Let’s assume that our hypothesis is that all observations share the same mean. Note that is clearly not the case. If this hypothesis would hold, then we fit a simple intercept-only model.
m.pois.simple <- glm(Poisson ~ 1, data = dataset, family = poisson)

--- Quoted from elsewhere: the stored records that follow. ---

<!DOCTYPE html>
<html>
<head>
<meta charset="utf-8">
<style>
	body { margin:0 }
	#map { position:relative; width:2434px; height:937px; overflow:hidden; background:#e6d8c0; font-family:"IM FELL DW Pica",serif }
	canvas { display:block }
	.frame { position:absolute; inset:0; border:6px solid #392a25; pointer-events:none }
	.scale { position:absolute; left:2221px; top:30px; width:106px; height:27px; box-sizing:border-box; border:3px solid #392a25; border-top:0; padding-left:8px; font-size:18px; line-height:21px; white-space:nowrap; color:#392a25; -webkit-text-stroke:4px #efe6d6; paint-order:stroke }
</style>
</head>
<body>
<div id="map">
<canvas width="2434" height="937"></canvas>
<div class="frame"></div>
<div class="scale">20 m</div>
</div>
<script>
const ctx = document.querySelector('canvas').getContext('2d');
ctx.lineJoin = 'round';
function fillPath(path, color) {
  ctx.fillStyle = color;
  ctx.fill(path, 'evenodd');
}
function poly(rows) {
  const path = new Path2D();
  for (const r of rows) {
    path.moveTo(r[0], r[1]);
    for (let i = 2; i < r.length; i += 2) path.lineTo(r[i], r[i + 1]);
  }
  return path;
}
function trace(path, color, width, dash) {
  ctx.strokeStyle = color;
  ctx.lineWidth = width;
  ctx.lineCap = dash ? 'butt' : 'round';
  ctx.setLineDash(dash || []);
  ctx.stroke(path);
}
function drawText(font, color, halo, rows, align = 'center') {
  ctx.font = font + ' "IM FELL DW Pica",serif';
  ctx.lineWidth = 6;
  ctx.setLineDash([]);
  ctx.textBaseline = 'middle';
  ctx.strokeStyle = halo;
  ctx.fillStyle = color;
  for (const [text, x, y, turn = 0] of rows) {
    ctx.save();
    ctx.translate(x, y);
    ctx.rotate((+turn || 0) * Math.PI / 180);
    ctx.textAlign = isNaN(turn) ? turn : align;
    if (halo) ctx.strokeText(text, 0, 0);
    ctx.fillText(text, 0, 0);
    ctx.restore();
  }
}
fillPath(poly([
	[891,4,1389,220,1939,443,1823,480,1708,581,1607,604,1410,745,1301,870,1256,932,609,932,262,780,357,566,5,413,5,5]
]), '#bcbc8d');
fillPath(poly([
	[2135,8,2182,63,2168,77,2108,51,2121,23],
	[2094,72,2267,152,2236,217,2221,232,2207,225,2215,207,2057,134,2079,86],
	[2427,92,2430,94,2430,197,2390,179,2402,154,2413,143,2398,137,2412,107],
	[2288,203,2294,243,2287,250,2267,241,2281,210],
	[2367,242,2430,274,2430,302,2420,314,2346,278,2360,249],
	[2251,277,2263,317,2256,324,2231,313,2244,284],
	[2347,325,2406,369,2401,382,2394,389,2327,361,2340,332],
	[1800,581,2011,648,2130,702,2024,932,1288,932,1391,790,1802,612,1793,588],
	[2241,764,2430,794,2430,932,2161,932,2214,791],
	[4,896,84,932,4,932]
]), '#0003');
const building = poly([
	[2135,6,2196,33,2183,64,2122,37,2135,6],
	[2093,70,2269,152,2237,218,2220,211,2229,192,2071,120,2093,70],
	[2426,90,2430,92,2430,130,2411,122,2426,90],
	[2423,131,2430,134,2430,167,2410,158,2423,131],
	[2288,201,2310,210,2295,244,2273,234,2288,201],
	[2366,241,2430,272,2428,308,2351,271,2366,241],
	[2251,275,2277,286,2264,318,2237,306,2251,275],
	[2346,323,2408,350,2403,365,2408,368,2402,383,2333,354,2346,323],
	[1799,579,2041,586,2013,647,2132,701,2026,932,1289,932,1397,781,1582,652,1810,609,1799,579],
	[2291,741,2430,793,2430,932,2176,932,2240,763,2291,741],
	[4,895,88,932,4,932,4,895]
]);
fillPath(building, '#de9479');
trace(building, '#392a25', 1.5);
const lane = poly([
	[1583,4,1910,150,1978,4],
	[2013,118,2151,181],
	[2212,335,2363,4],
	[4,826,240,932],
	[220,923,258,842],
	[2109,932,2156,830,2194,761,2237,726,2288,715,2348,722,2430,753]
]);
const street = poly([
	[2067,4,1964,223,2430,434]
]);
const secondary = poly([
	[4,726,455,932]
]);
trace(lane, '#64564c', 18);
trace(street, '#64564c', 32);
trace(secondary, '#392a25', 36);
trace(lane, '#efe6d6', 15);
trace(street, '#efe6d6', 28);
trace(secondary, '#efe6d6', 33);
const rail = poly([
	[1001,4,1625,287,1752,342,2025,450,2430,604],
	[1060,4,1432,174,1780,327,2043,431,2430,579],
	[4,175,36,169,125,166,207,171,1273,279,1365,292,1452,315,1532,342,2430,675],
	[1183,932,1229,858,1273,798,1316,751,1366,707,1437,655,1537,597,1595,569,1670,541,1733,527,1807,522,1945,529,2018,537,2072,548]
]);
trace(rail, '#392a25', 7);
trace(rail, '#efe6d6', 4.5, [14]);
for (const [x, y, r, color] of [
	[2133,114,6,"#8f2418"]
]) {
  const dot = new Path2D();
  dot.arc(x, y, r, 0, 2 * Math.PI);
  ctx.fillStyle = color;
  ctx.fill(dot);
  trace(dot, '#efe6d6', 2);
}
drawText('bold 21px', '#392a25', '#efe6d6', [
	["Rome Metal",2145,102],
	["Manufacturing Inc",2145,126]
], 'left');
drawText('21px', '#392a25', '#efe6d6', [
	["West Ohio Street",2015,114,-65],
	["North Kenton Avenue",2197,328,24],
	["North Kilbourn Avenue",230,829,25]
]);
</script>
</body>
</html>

m.zero.simple <- glm(ZeroInflatedPoisson ~ 1, data = dataset, family = poisson)
summary(m.pois.simple)
##
## Call:
## glm(formula = Poisson ~ 1, family = poisson, data = dataset)
##
## Deviance Residuals:
## Min 1Q Median 3Q Max
## -100.00 -100.00 -20.85 62.15 66.33
##
## Coefficients:
## Estimate Std. Error z value Pr(>|z|)
## (Intercept) 8.5172 0.0001 85172 <2e-16 ***
## ---
## Signif. codes: 0 '***' 0.001 '**' 0.01 '*' 0.05 '.' 0.1 ' ' 1
##
## (Dispersion parameter for poisson family taken to be 1)
##
## Null deviance: 138627905 on 19999 degrees of freedom
## Residual deviance: 138627905 on 19999 degrees of freedom
## AIC: 138739486
##
## Number of Fisher Scoring iterations: 6
summary(m.zero.simple)
##
## Call:
## glm(formula = ZeroInflatedPoisson ~ 1, family = poisson, data = dataset)
##
## Deviance Residuals:
## Min 1Q Median 3Q Max
## -94.96 -94.96 -94.96 70.19 74.27
##
## Coefficients:
## Estimate Std. Error z value Pr(>|z|)
## (Intercept) 8.4137957 0.0001053 79899 <2e-16 ***
## ---
## Signif. codes: 0 '***' 0.001 '**' 0.01 '*' 0.05 '.' 0.1 ' ' 1
##
## (Dispersion parameter for poisson family taken to be 1)
##
## Null deviance: 143653204 on 19999 degrees of freedom
## Residual deviance: 143653204 on 19999 degrees of freedom
## AIC: 143753725
##
## Number of Fisher Scoring iterations: 6
After fitting the model we generate at random a new response variable based on the models and count the number of zero’s. This is repeated several times so that we can get a distribion of zero’s based on the model. Finally we compare the number of zero’s in the original dataset with this distribution.
simulated <- data.frame(
PoissonSimple = apply(
simulate(m.pois.simple, nsim = n.sim) == 0,
2,
mean
),
ZeroInflatedSimple = apply(
simulate(m.zero.simple, nsim = n.sim) == 0,
2,
mean
)
)
ggplot(simulated, aes(x = PoissonSimple)) +
geom_histogram(binwidth = 0.01) +
geom_vline(xintercept = mean(dataset$Poisson == 0), colour = "red") +
scale_x_continuous(label = percent)
ggplot(simulated, aes(x = ZeroInflatedSimple)) +
geom_histogram(binwidth = 0.01) +
geom_vline(xintercept = mean(dataset$Poisson == 0), colour = "red") +
scale_x_continuous(label = percent)
In both cases none of the simulated values contains zero’s. The red line indicates the observed proportion of zero’s with is clear greater. This indicates that we have either a poor model fit or zero-inflation.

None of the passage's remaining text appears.